[Stored data entries]
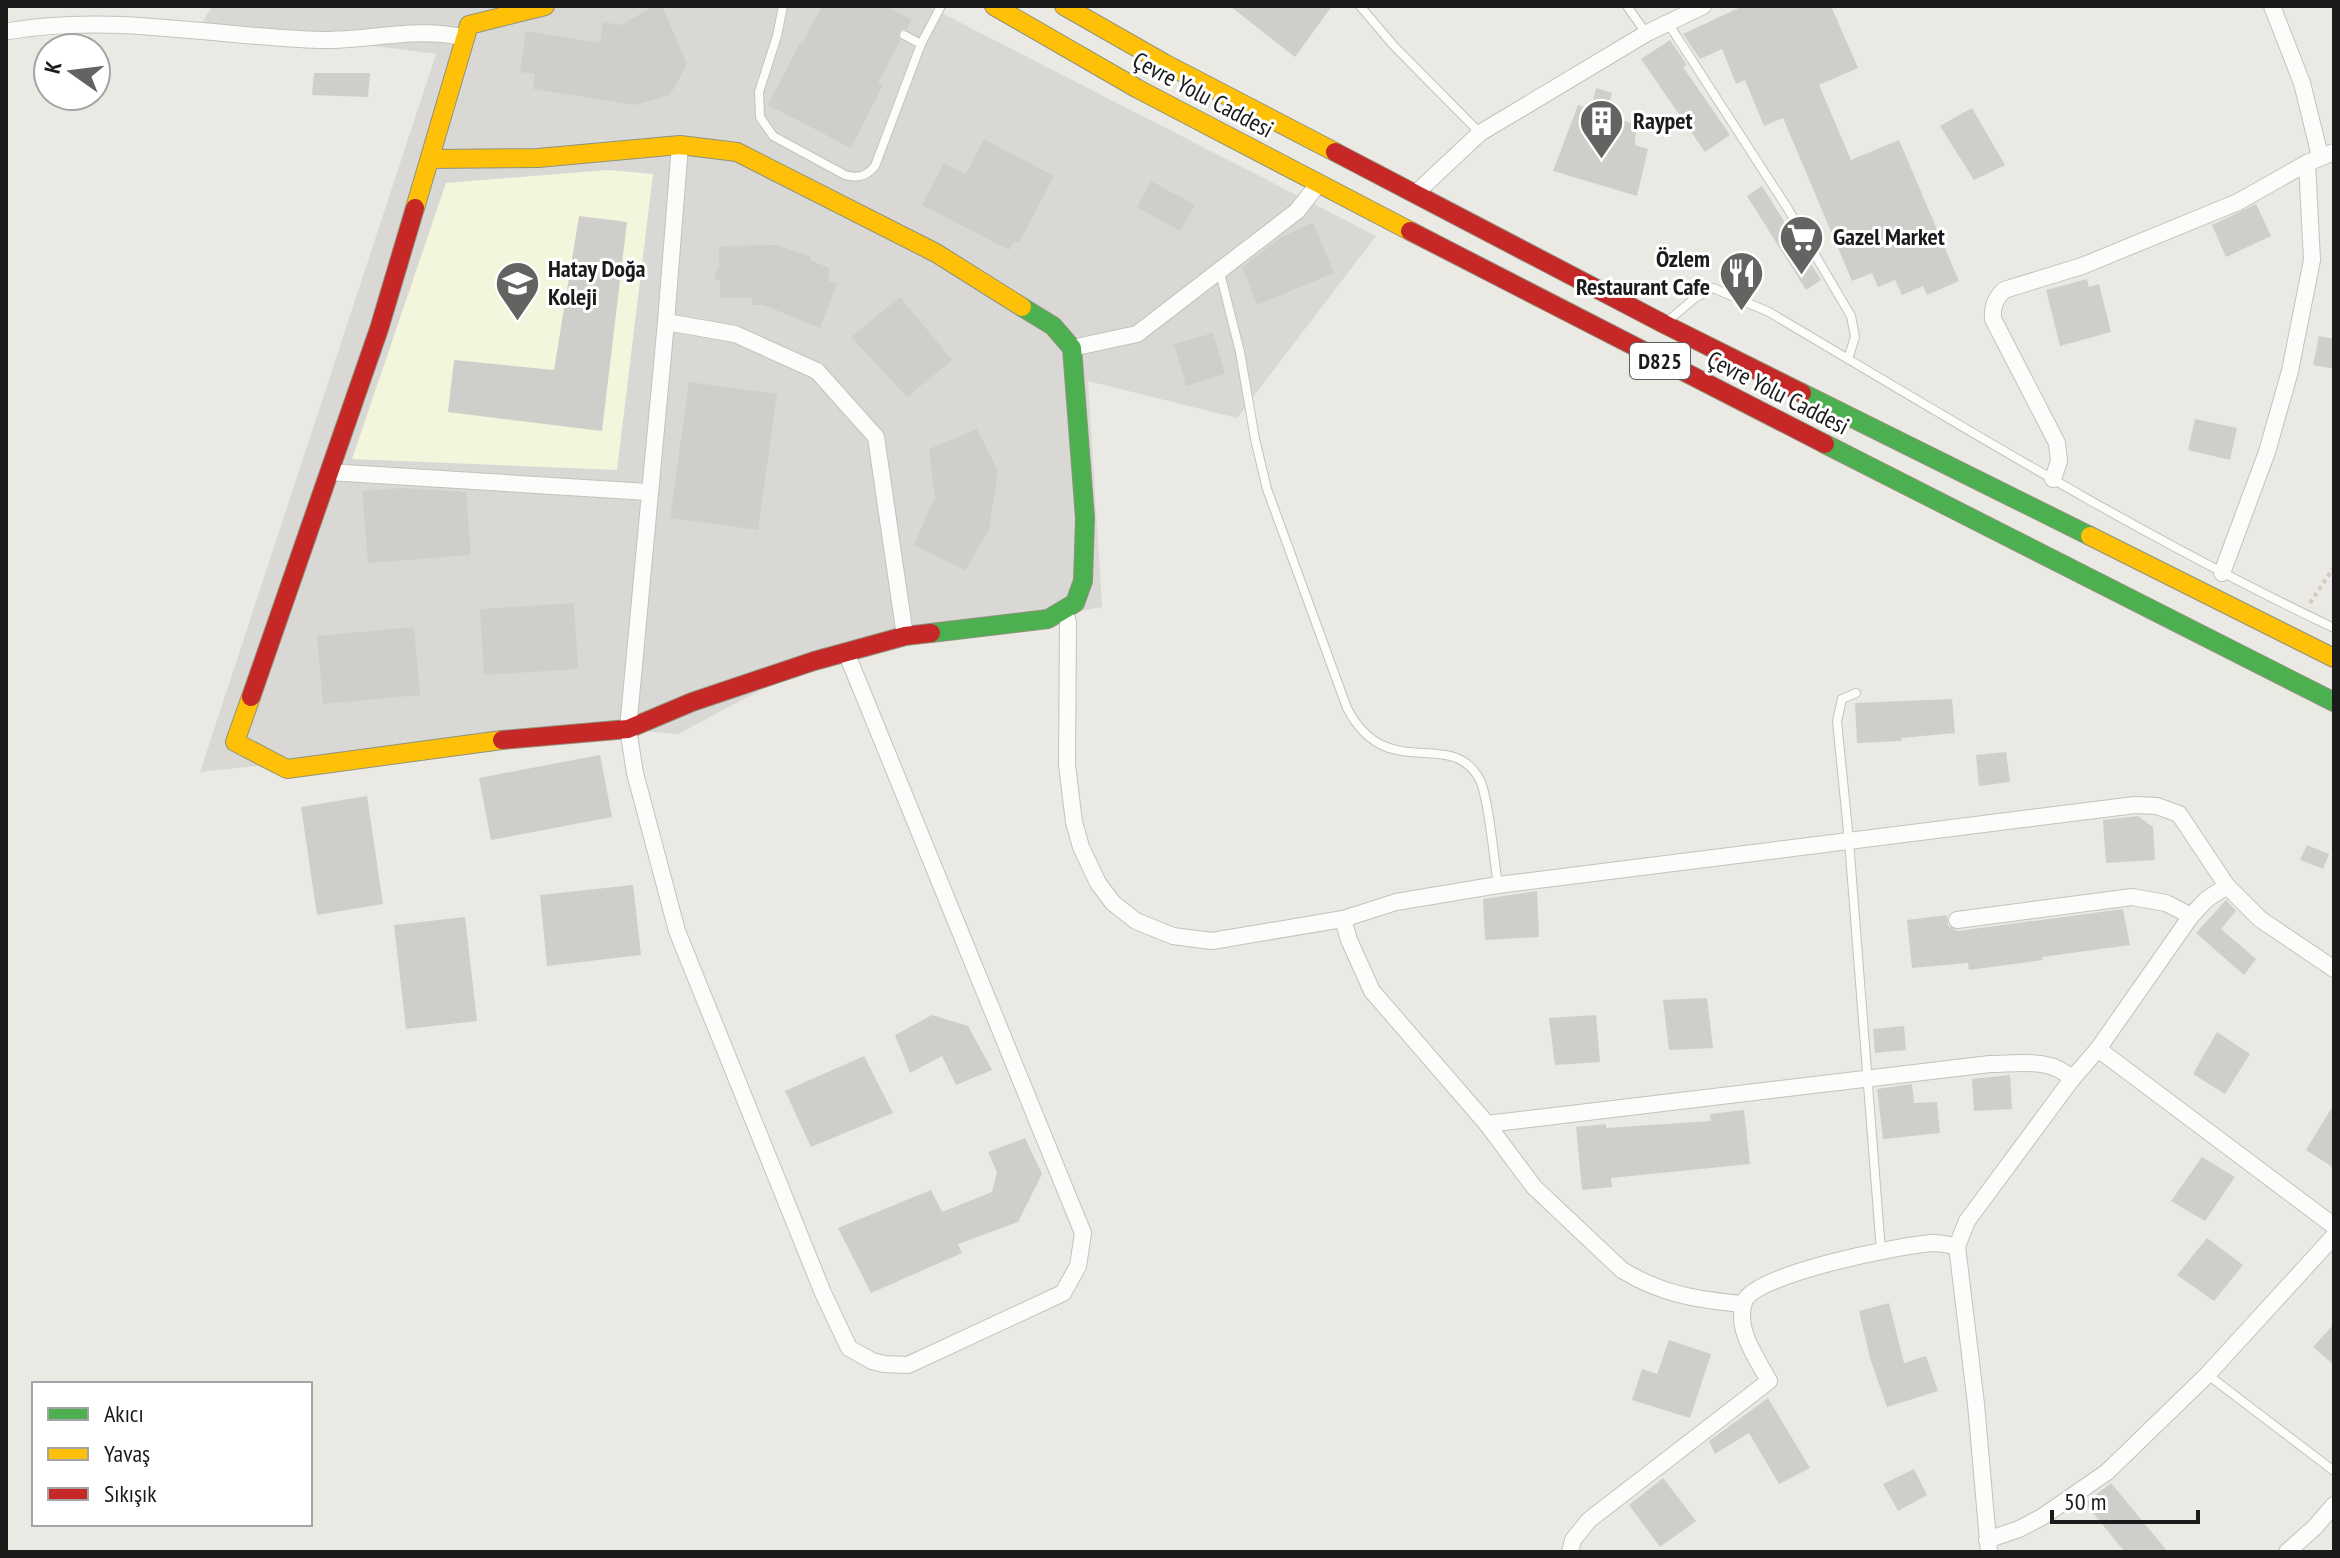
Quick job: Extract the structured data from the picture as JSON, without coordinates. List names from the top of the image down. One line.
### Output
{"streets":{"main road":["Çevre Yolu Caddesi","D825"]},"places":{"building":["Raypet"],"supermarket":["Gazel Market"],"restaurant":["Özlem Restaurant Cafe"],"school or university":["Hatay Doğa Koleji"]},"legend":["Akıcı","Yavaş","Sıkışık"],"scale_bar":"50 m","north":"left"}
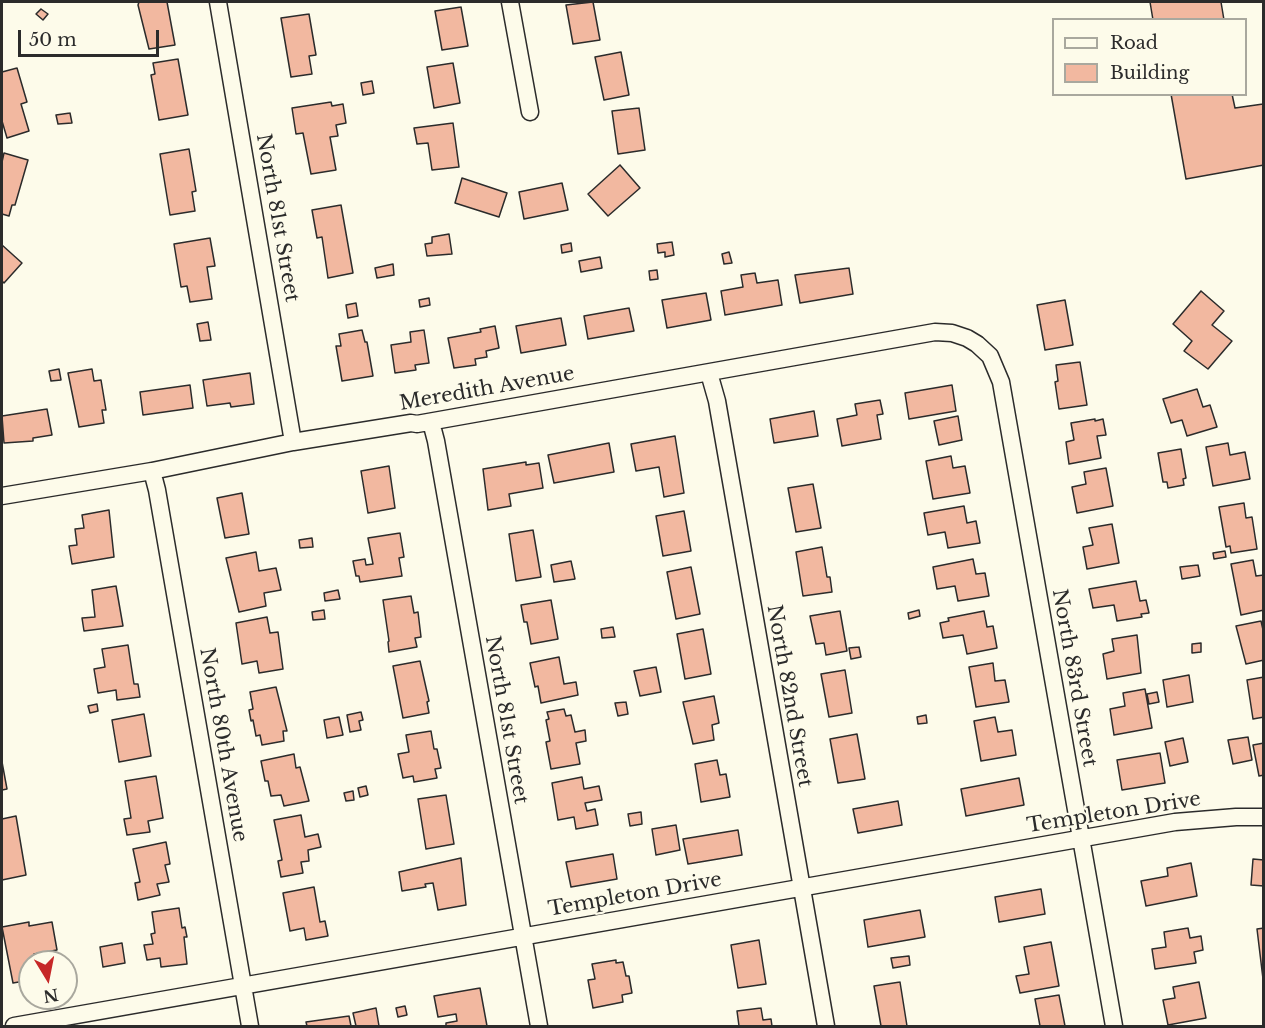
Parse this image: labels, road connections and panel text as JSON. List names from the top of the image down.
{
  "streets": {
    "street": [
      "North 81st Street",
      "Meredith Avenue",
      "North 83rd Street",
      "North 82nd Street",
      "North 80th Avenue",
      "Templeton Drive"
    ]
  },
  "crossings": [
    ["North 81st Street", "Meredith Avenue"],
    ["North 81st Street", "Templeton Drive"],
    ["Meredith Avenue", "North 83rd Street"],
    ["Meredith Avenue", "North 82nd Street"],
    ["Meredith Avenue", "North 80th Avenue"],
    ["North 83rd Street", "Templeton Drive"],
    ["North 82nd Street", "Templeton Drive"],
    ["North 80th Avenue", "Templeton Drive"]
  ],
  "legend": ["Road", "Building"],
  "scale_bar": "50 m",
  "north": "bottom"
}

## Task details
Nothing but the lines from the one with "Parse this image: labels, road" through the final line of the data above should be output, exactly as written.

## Task output
Parse this image: labels, road connections and panel text as JSON. List names from the top of the image down.
{
  "streets": {
    "street": [
      "North 81st Street",
      "Meredith Avenue",
      "North 83rd Street",
      "North 82nd Street",
      "North 80th Avenue",
      "Templeton Drive"
    ]
  },
  "crossings": [
    ["North 81st Street", "Meredith Avenue"],
    ["North 81st Street", "Templeton Drive"],
    ["Meredith Avenue", "North 83rd Street"],
    ["Meredith Avenue", "North 82nd Street"],
    ["Meredith Avenue", "North 80th Avenue"],
    ["North 83rd Street", "Templeton Drive"],
    ["North 82nd Street", "Templeton Drive"],
    ["North 80th Avenue", "Templeton Drive"]
  ],
  "legend": ["Road", "Building"],
  "scale_bar": "50 m",
  "north": "bottom"
}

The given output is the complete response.